## Exercise instructions
The records sit below. Return every line in them that holds the word "position".

## Recorded information
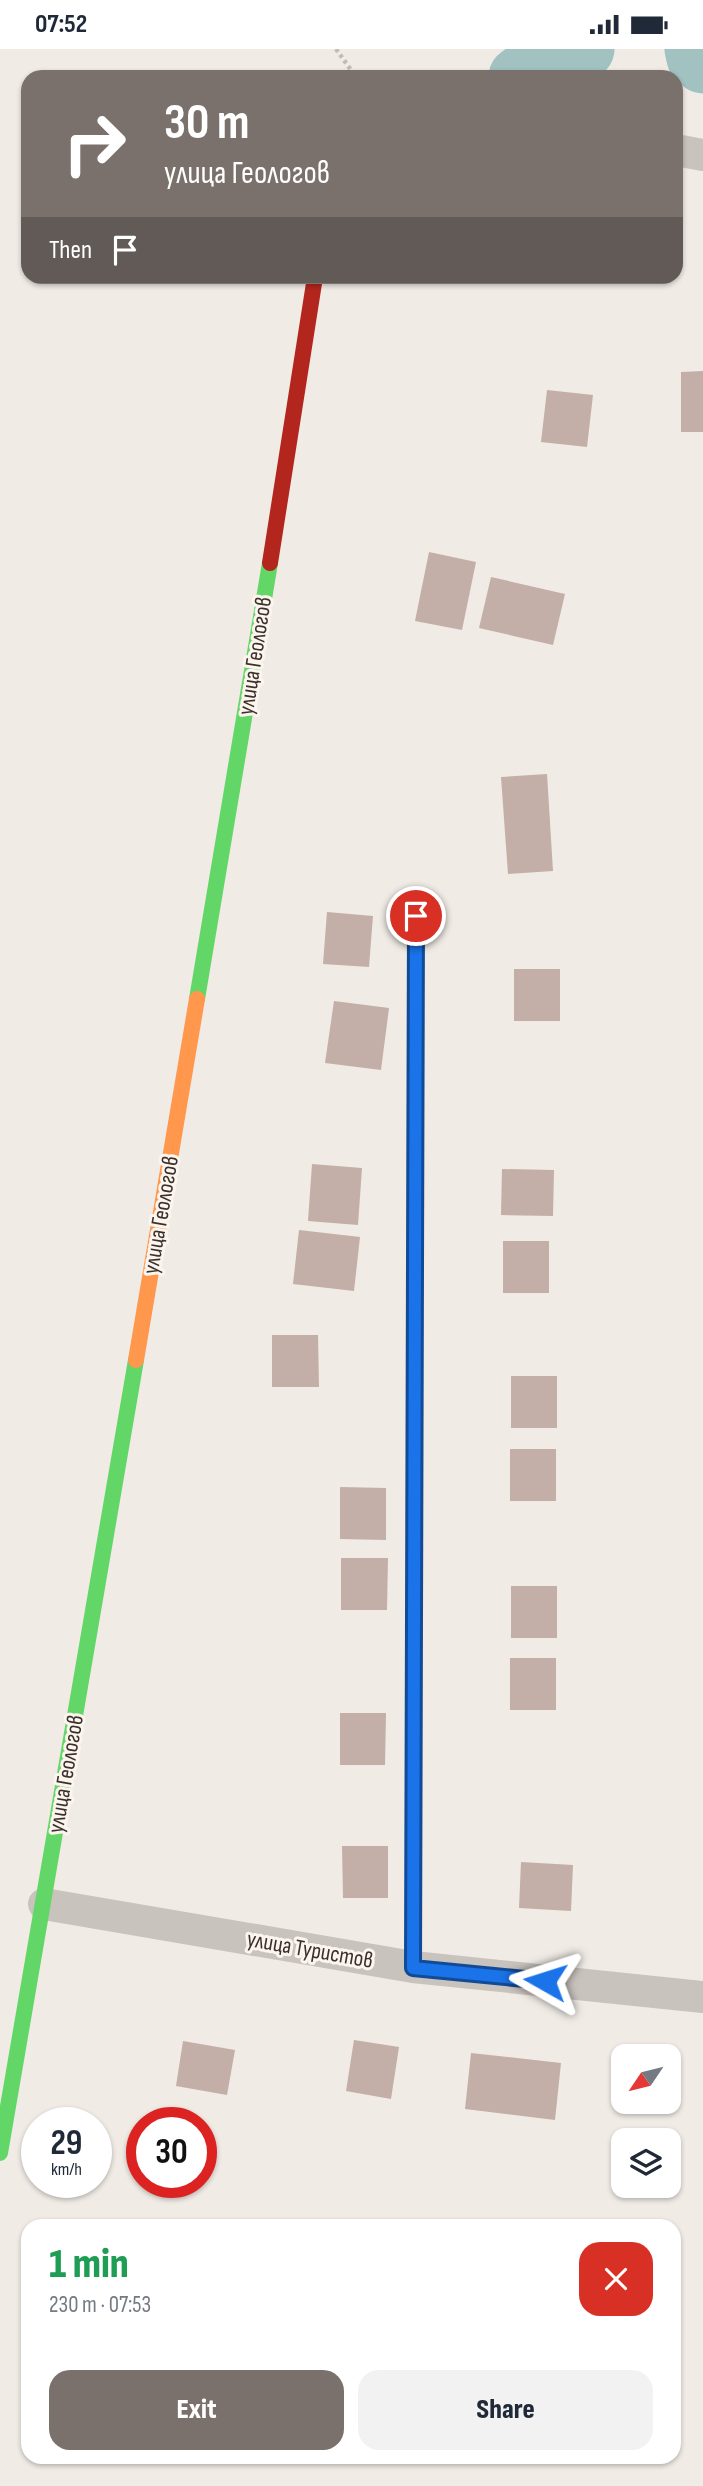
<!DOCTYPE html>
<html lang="en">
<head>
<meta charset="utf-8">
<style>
	body { margin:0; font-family:"Sofia Sans Condensed",sans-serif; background:#f2f2f3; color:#1f2937; height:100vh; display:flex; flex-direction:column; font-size:26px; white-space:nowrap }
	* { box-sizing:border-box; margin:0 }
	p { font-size:23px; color:#747a83 }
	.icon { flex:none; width:38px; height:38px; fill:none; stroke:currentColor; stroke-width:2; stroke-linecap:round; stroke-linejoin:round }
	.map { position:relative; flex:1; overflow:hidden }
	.side { position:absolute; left:21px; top:2170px; width:660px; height:245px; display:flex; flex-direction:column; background:#fff; border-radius:21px; box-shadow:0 2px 5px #0004 }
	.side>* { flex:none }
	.top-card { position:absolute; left:21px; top:21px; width:662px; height:214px; border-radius:21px; box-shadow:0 2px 5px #0004; background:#7a716c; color:#fff; overflow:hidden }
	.needle { width:46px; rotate:235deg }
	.tools { position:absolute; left:611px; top:1995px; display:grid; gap:14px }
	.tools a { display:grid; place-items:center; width:70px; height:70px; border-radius:14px; background:#fff; box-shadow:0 2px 5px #0004; font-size:35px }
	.speed { position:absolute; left:21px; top:2058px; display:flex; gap:14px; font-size:35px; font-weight:700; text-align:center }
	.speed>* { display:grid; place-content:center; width:91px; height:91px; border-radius:50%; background:#fff; box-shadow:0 2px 5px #0004; line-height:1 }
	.speed small { font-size:18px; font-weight:400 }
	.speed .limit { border:10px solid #d22; background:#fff; color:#111 }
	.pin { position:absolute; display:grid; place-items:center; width:60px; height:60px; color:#fff; margin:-30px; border:4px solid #fff; border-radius:50%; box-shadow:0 2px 7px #0007 }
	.me { position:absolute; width:77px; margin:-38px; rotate:276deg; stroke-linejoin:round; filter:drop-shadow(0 0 5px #0008) }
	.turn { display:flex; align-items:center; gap:24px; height:147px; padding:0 28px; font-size:32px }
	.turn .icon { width:91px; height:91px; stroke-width:2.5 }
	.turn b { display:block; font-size:49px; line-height:60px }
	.then { display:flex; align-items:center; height:66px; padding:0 28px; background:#0003; gap:14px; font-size:26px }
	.round { display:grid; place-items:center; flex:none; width:74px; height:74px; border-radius:21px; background:#f2f2f3 }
	.summary { display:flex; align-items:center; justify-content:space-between; height:119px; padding:0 28px }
	h1 { font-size:42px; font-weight:800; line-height:52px; color:#1e9e55 }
	.cta { display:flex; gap:14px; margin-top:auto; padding:14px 28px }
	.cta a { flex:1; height:80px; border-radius:21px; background:#7a716c; color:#fff; font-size:28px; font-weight:800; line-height:80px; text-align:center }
	.cta a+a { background:#f2f2f3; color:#1f2937 }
	.status { display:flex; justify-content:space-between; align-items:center; height:49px; padding:0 35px; background:#fff; direction:ltr }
	.status svg { height:19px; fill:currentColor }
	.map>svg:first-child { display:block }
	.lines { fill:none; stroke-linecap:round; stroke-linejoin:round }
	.river { stroke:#a1c2c1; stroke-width:61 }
	.building { fill:#c3afa7 }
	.path { stroke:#c2bbb6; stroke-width:4.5; stroke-dasharray:3.5 3.5; stroke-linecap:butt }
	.street { stroke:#c9c3be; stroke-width:32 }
	.fast { stroke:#63d668; stroke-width:16 }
	.slow { stroke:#ff974d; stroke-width:16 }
	.jam { stroke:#b3261e; stroke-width:16 }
	.route-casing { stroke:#114b97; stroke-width:18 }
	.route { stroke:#1a73e8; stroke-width:12 }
	.labels { text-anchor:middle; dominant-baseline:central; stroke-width:6; stroke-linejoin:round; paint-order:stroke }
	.street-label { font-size:23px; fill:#3b302b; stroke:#fbf5ee }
</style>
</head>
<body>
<div class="status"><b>07:52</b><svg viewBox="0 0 49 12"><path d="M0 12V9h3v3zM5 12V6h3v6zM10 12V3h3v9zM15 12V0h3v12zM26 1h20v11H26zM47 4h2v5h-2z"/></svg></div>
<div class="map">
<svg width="703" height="2437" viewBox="0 0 703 2437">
	<rect width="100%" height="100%" fill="#f0ebe5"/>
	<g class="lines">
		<g class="river">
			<polyline points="695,0 697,9 703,14"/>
			<path d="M519 28C529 21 538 13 550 11 563 8 573 8 584 0"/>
		</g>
	</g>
	<g class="building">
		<polygon points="703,322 703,383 681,383 681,323"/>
		<polygon points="547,341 593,346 587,398 541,393"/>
		<polygon points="429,503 476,513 462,581 415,572"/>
		<polygon points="491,528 565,545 553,596 479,579"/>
		<polygon points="547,725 553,822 508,825 501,728"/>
		<polygon points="327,863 373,867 369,918 323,915"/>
		<rect x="514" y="920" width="46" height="52"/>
		<polygon points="334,952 389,959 381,1021 325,1014"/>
		<polygon points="312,1115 362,1119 358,1176 308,1172"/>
		<polygon points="502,1120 554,1121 553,1167 501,1166"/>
		<polygon points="299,1181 360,1188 354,1242 293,1235"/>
		<rect x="503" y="1192" width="46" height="52"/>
		<polygon points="272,1286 318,1286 319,1338 272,1338"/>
		<rect x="511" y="1327" width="46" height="52"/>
		<rect x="510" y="1400" width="46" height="52"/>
		<polygon points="340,1438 386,1439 386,1491 340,1490"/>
		<polygon points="341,1509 388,1509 387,1561 341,1561"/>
		<rect x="511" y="1537" width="46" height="52"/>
		<rect x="510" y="1609" width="46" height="52"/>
		<polygon points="340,1664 386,1664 385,1716 340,1716"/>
		<polygon points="342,1797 388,1797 388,1849 343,1849"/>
		<polygon points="521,1813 573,1816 571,1862 519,1859"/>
		<polygon points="354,1991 399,1998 391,2050 346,2042"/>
		<polygon points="183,1992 235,2001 227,2046 176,2037"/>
		<polygon points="471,2004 561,2014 555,2071 465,2060"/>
	</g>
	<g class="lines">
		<polyline class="path" points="336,0 356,28"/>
		<g class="street">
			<polyline points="676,101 703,106"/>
			<polyline points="44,1855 413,1918 703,1948"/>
		</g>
		<g class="fast">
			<polyline points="197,950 270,514"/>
			<polyline points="413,1918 415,1297"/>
			<polyline points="0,2104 136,1311"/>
		</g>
		<g class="slow">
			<polyline points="415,1297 416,867"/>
			<polyline points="136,1311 197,950"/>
		</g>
		<polyline class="jam" points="270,514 315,228"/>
	</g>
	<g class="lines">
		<g class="route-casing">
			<polyline id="route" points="416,867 413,1919 545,1932"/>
		</g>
		<use href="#route" class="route"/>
	</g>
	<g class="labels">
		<g class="street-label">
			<text transform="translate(255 607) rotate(-81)">улица Геологов</text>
			<text transform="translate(161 1166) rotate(-80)">улица Геологов</text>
			<text transform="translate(66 1725) rotate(-80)">улица Геологов</text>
			<text transform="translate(310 1901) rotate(10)">улица Туристов</text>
		</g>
	</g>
</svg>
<div class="tools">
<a><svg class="needle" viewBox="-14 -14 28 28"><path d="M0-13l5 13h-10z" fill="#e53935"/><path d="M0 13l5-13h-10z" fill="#747a83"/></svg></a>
<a><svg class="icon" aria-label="layers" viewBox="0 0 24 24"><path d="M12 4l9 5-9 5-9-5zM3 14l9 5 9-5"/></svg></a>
</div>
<div class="speed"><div>29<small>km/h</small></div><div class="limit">30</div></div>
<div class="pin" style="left:416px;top:867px;background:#d93025"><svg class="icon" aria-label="arrive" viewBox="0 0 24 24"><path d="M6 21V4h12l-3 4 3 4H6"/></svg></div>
<svg class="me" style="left:545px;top:1932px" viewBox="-20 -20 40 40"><path d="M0-17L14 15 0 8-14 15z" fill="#1a73e8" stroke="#fff" stroke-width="4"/></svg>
<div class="top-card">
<div class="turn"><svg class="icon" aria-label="right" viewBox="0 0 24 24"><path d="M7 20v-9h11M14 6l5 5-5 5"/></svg><div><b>30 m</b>улица Геологов</div></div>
<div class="then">Then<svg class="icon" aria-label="arrive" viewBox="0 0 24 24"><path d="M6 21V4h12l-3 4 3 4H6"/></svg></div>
</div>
<section class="side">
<div class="summary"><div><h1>1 min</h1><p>230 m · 07:53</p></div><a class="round" style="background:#d93025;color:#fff"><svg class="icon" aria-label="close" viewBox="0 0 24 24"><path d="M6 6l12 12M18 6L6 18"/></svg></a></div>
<div class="cta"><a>Exit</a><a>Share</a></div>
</section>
</div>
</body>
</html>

## Response below
	.map { position:relative; flex:1; overflow:hidden }
	.side { position:absolute; left:21px; top:2170px; width:660px; height:245px; display:flex; flex-direction:column; background:#fff; border-radius:21px; box-shadow:0 2px 5px #0004 }
	.top-card { position:absolute; left:21px; top:21px; width:662px; height:214px; border-radius:21px; box-shadow:0 2px 5px #0004; background:#7a716c; color:#fff; overflow:hidden }
	.tools { position:absolute; left:611px; top:1995px; display:grid; gap:14px }
	.speed { position:absolute; left:21px; top:2058px; display:flex; gap:14px; font-size:35px; font-weight:700; text-align:center }
	.pin { position:absolute; display:grid; place-items:center; width:60px; height:60px; color:#fff; margin:-30px; border:4px solid #fff; border-radius:50%; box-shadow:0 2px 7px #0007 }
	.me { position:absolute; width:77px; margin:-38px; rotate:276deg; stroke-linejoin:round; filter:drop-shadow(0 0 5px #0008) }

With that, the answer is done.